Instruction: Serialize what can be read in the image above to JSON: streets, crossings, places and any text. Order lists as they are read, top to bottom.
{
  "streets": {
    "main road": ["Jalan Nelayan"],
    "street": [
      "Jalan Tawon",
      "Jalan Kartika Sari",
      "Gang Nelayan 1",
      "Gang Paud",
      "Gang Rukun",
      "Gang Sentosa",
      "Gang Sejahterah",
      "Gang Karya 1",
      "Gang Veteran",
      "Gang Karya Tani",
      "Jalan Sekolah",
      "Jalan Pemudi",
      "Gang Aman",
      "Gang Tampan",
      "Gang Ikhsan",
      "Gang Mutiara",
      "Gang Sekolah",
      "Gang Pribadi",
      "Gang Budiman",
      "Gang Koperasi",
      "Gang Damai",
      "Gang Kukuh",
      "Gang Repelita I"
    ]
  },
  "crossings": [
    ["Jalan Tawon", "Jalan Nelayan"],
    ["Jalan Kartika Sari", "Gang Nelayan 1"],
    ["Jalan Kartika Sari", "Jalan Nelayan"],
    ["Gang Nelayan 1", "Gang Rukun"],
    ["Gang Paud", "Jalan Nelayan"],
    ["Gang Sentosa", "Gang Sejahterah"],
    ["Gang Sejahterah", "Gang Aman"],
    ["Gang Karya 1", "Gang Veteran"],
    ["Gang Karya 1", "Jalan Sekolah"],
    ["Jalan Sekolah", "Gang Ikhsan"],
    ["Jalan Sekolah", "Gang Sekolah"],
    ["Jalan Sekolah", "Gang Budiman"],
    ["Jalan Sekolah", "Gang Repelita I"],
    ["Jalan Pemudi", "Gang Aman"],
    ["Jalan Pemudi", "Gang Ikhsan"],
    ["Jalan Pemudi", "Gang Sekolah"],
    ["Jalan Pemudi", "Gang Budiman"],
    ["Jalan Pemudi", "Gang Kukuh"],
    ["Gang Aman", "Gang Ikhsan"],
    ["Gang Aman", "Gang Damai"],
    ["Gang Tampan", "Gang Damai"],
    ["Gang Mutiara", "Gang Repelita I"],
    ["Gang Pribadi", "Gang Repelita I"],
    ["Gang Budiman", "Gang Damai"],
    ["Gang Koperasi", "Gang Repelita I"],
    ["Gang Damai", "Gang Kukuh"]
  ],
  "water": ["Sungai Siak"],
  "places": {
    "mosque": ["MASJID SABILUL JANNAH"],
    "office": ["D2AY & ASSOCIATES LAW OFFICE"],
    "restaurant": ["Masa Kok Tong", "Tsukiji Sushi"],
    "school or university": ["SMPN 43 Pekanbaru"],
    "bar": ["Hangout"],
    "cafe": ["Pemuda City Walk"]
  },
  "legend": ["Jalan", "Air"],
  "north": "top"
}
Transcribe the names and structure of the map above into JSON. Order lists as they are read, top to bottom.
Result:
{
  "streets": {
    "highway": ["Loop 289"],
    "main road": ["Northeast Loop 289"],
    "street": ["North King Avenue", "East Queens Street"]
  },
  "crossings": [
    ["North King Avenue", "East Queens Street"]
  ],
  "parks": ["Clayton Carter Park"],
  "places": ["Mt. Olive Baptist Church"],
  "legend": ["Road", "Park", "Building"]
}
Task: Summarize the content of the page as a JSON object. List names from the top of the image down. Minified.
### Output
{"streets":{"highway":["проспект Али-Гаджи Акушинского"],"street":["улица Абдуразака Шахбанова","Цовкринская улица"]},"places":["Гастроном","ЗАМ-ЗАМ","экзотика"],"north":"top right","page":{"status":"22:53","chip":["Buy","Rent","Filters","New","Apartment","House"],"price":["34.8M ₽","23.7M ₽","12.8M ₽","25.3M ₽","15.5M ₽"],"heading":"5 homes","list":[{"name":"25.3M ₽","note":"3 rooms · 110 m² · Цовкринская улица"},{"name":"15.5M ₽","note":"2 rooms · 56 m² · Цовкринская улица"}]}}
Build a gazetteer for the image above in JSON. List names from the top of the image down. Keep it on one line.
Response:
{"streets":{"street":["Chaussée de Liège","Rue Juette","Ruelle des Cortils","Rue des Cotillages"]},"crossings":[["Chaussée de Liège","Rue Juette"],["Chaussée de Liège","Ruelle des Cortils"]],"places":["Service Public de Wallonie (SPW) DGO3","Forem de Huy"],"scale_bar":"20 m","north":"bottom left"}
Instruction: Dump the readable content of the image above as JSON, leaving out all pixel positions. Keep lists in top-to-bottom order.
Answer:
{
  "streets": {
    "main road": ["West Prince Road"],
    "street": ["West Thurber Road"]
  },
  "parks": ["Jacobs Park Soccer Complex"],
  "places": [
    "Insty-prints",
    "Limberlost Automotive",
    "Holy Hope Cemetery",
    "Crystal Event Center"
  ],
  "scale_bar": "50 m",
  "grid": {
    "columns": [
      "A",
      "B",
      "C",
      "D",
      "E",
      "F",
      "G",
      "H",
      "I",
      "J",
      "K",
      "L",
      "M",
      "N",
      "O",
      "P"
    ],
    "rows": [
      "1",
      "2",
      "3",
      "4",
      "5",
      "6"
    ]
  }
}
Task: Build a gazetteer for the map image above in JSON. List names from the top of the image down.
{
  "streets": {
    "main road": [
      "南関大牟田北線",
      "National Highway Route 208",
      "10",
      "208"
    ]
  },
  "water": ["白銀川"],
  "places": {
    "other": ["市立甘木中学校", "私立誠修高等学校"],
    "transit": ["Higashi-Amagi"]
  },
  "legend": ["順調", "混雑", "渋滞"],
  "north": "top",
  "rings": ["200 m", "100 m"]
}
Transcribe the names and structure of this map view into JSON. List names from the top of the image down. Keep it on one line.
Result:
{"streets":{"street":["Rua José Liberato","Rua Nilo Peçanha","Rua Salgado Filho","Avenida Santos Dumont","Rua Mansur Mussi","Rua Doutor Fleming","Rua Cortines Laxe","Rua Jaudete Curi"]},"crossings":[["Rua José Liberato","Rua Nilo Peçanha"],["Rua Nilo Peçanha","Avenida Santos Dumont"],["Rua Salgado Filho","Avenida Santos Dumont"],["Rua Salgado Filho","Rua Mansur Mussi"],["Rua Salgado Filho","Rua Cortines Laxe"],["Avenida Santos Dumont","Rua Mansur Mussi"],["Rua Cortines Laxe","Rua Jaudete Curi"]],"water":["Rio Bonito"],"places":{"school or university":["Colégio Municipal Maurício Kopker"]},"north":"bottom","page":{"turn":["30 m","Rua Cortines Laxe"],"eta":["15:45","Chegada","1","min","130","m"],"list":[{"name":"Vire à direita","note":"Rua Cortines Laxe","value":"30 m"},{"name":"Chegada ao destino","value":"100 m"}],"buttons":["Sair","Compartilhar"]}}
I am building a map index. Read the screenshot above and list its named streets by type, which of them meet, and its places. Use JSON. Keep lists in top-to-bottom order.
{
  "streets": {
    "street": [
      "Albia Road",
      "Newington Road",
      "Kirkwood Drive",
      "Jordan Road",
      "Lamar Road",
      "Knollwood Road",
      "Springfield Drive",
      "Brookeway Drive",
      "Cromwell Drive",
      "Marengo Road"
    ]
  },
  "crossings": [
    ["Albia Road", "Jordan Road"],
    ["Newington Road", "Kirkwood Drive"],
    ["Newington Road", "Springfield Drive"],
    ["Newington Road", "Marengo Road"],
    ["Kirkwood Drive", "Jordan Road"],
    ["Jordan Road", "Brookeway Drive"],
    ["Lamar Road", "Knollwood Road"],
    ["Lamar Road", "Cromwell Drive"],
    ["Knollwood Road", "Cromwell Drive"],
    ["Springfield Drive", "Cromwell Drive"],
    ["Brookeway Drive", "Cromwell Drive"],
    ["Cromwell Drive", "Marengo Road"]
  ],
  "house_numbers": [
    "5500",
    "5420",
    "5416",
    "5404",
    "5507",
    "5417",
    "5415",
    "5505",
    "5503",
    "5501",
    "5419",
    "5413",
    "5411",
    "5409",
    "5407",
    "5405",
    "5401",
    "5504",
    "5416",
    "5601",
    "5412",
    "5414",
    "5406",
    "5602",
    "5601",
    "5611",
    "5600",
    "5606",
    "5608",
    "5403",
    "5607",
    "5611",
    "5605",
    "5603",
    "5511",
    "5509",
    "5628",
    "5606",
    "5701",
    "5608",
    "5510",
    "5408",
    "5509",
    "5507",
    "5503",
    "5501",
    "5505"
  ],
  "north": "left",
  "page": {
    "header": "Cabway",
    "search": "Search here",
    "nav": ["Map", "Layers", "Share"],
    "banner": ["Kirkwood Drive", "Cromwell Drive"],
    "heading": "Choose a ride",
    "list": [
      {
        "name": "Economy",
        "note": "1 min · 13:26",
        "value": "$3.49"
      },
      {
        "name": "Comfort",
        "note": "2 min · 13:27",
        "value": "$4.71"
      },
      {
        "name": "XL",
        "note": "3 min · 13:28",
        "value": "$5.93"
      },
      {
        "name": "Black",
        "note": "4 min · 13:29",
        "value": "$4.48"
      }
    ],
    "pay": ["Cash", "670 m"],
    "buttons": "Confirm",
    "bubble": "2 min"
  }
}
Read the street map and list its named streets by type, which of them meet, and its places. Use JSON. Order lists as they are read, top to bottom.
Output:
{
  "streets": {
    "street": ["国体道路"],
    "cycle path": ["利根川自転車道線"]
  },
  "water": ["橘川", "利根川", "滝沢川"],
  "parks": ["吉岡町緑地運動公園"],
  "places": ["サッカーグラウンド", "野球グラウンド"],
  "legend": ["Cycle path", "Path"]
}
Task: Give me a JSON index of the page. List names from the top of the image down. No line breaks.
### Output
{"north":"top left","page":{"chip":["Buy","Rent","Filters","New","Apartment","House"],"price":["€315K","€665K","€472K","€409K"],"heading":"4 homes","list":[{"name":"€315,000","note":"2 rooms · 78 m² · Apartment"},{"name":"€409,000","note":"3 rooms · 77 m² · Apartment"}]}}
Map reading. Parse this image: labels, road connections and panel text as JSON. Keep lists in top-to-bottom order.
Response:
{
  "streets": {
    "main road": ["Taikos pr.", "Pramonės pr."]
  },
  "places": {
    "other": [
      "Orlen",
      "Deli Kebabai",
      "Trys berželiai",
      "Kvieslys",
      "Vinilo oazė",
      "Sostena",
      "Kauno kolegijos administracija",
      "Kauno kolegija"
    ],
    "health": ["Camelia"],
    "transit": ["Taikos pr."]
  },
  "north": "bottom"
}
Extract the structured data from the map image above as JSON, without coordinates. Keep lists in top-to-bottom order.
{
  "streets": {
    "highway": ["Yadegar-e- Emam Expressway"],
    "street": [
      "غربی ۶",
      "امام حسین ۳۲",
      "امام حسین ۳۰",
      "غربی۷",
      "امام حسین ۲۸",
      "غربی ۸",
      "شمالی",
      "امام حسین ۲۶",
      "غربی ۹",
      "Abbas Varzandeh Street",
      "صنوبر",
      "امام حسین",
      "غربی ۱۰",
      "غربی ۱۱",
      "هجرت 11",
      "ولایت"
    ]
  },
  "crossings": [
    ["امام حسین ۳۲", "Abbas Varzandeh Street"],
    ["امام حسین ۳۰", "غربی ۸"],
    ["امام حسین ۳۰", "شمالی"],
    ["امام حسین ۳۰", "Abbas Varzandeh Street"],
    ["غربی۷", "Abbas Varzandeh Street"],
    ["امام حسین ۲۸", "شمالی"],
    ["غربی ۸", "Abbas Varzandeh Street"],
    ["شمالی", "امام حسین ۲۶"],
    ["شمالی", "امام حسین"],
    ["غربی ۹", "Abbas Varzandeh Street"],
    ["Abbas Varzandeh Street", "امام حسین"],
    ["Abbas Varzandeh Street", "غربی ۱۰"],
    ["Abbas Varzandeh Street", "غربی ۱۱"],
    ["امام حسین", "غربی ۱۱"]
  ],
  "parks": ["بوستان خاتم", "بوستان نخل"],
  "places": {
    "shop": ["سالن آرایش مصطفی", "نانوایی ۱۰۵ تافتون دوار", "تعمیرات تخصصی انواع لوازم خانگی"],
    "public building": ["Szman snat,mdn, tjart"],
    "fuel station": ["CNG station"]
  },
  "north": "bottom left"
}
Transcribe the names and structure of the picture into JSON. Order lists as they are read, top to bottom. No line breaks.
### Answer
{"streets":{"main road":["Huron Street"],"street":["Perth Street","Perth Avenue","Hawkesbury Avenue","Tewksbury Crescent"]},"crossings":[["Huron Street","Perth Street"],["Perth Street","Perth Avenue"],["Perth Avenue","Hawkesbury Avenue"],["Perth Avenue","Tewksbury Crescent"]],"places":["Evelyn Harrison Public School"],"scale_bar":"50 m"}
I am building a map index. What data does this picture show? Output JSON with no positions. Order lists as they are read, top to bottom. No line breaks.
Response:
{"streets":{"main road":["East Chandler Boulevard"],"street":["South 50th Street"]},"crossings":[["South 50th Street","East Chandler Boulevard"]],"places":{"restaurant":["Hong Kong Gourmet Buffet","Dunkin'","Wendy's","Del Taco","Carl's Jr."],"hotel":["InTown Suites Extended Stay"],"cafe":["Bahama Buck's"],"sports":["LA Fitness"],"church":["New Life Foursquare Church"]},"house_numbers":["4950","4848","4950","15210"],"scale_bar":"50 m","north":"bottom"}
•••
== REQUIRED ACTION ==
Only lines with the word "picture" belong in the answer; copy each of them from the material above.

== EXERCISE SOLUTION ==
Transcribe the names and structure of the picture into JSON. Order lists as they are read, top to bottom. No line breaks.
I am building a map index. What data does this picture show? Output JSON with no positions. Order lists as they are read, top to bottom. No line breaks.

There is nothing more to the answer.